GAMILAT A. EL-SAID¹, SALEH SHAFEIK¹ and ABEER E. ABD-EL- GHAFAR²

¹ Department of Food Hygiene, Animal Health Research Institute, Mansoura Lab.

² Department of Microbiology, Animal Health Research Institute, Mansoura Lab.

Received: 5 June 2016;       Accepted: 22 June 2016

INTRODUCTION

Safety of fish product and their quality assurance is one of the main problems of food industry today. The presence or absence of food borne pathogens in a fish product is a function of the harvest environment, sanitary conditions, and practices associated with equipment and personnel in the processing environment(Food and Drug Administration, 2001 and Huss, 2003).The handling of fish product during process involves a risk of contamination by pathogenic bacteria such as Staph aureus causing food borne human intoxication(ShenaandSanjeev, 2007). Salting process is considered as one of the oldest methods of fish preservation, and this process is still been used in several places around the world. The effect of salt is to obstruct or destroy the growth of the microorganism, where in this way, the fish meat gets its way to durability. The preservation period of product is linked to the amount of salt added, therefore a straight proportion is present between the amount of salt used and the preservation period(Bahri et al., 2006).
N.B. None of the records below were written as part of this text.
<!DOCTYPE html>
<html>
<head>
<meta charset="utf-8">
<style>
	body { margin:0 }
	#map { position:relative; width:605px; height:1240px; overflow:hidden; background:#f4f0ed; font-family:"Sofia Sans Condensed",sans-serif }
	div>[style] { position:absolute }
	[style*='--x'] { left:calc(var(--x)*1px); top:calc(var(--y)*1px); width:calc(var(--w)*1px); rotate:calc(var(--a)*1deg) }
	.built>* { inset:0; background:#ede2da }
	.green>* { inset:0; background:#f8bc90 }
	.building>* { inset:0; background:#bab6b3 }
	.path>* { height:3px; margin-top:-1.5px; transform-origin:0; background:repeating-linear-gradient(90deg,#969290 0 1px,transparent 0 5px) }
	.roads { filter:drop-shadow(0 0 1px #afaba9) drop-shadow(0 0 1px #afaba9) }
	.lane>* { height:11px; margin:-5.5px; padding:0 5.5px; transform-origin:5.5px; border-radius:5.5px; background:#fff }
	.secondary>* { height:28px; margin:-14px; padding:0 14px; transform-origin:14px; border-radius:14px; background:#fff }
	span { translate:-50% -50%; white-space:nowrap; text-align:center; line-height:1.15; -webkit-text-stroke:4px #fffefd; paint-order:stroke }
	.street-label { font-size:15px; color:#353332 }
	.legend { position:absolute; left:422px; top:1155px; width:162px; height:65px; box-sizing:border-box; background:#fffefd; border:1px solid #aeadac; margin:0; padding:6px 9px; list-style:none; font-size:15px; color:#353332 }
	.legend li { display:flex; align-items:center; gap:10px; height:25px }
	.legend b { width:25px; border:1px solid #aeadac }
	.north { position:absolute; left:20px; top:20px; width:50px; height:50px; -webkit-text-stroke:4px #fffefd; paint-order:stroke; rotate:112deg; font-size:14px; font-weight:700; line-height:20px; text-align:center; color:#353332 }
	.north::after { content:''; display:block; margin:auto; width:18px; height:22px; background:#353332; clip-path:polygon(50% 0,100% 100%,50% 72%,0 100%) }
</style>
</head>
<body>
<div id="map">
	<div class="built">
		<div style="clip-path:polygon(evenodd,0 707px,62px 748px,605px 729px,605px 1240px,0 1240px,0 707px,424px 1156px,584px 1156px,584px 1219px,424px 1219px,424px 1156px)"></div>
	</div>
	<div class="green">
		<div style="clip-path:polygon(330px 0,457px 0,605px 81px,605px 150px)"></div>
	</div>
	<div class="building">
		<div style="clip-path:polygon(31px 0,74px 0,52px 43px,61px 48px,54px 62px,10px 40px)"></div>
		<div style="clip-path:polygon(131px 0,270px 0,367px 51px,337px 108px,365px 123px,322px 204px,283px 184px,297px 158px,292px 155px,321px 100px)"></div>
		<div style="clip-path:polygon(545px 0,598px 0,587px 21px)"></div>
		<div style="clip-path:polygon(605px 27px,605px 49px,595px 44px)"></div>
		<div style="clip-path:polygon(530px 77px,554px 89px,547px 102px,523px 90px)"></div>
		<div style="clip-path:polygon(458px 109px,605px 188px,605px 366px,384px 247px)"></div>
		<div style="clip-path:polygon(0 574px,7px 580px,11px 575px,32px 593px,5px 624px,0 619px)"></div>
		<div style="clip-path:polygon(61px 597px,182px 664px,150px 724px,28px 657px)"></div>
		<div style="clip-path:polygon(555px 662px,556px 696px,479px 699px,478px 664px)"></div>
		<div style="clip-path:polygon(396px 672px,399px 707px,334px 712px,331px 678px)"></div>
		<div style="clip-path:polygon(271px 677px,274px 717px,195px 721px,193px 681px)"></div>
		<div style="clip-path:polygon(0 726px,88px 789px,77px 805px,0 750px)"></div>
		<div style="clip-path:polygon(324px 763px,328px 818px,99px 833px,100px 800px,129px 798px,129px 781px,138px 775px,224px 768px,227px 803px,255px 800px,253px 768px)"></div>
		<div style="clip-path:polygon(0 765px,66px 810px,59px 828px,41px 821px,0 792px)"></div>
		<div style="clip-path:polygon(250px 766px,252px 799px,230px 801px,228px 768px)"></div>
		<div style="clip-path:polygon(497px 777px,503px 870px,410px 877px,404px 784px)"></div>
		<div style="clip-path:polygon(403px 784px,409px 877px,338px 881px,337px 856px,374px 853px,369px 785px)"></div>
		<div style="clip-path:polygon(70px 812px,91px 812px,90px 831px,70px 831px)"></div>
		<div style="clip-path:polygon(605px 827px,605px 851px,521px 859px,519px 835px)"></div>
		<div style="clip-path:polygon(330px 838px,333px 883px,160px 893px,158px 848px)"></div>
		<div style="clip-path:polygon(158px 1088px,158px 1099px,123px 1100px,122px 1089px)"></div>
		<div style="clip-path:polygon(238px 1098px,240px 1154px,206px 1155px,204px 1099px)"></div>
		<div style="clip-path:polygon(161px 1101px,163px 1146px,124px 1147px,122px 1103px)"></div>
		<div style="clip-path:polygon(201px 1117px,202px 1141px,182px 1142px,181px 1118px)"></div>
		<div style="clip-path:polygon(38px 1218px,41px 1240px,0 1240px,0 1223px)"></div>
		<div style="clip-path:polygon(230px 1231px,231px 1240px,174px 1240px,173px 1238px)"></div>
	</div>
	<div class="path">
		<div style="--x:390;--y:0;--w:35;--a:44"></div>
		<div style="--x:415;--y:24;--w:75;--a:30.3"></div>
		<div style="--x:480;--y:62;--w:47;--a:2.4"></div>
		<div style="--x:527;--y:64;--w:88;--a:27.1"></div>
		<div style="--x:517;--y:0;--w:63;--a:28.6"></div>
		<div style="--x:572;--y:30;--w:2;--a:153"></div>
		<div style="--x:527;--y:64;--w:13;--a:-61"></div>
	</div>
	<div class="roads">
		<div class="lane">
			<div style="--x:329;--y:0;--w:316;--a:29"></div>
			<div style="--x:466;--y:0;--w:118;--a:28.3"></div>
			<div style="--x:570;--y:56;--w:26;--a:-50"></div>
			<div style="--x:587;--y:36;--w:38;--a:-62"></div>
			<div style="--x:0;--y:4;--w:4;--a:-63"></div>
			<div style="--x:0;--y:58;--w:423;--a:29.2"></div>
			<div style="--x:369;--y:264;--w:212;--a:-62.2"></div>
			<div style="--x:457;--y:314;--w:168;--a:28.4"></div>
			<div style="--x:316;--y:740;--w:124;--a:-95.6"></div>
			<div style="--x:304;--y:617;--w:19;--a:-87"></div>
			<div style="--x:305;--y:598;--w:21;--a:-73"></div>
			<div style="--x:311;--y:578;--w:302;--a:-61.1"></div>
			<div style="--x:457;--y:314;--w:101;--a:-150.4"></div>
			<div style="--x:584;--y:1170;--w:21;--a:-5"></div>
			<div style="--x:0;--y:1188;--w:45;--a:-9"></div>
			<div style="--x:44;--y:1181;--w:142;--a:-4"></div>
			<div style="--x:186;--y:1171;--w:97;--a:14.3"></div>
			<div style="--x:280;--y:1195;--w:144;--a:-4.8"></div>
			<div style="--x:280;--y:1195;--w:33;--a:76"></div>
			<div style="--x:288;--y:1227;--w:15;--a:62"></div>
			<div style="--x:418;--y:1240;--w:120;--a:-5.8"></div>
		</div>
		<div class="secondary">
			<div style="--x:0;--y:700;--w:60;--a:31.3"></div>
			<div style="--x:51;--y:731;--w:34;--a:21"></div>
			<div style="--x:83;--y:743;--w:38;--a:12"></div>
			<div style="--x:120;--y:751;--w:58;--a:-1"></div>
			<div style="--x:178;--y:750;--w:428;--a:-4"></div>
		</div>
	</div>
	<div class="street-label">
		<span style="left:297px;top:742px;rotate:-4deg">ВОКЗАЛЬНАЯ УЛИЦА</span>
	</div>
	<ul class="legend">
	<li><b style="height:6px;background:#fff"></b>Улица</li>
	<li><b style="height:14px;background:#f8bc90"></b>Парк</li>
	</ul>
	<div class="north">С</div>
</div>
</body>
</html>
Corresponding author: Dr. SALEH SHAFEIK

E-mail address: saleh-shafik@yahoo.com

Present address: Department of Food Hygiene, Animal Health Research Institute, Mansoura Lab.

Salted fish products are popular in many countries around the globe. Such product proved its safety for millenniums even in developed countries (Turan et al., 2007).

This study was to carry out the effect of salting process as well as storage temperature on sensory, chemical and microbiological analysis of the Mugil Cephalous.

MATERIALS AND METHODS

A-     Collection of samples:

Samples of fresh Mugil Cephalou. fish were Collected from local fish market. In polyethylene bags with crushed ice and transported to the Mansoura lab where chemical and microbiological analysis were immediately carried out.

B-      Salting Process:

The collected fishes were washed, eviscerated and thereafter for purpose of salting, a total weight of salt estimated 25% of the fish weight was used. The procedure used is called dry salting. In this method salt was applied by hand and brushed of the fish surface; the inner lining of eviscerated abdominal cavity and the gills chambers. This process was conducted by separating the fish layers by coarse salt mattresses inside a plastic container. The stack of the fish and salt are left about 7 days to let the salt penetrate the muscles, followed by extracting the fish fluids through plasmolysis. The extracted fluid (Pickle) was allowed to drain continuously. Used salt was removed from the fish surfaces and the fish restacked with new dry salt between the layers once during the ripening process. Salted product, was packed in polyethylene bags and stored at room temperature for six months.

C-     Sensory Evaluation:

For examination purposes, end products were submitted on 20 persons test panel. Comparison was carried out in terms of organoleptic characteristics, such as color, flavor, test, texture and general appearance. The panel was requested to rate each organoleptic feature of the end products according to a 10 point scale (10=excellent; 8-9 very good; 6.5-7.9 good; 5-6.4 fair; ˂5 bad), using the score method as reported by (Afolbi et al., 1984).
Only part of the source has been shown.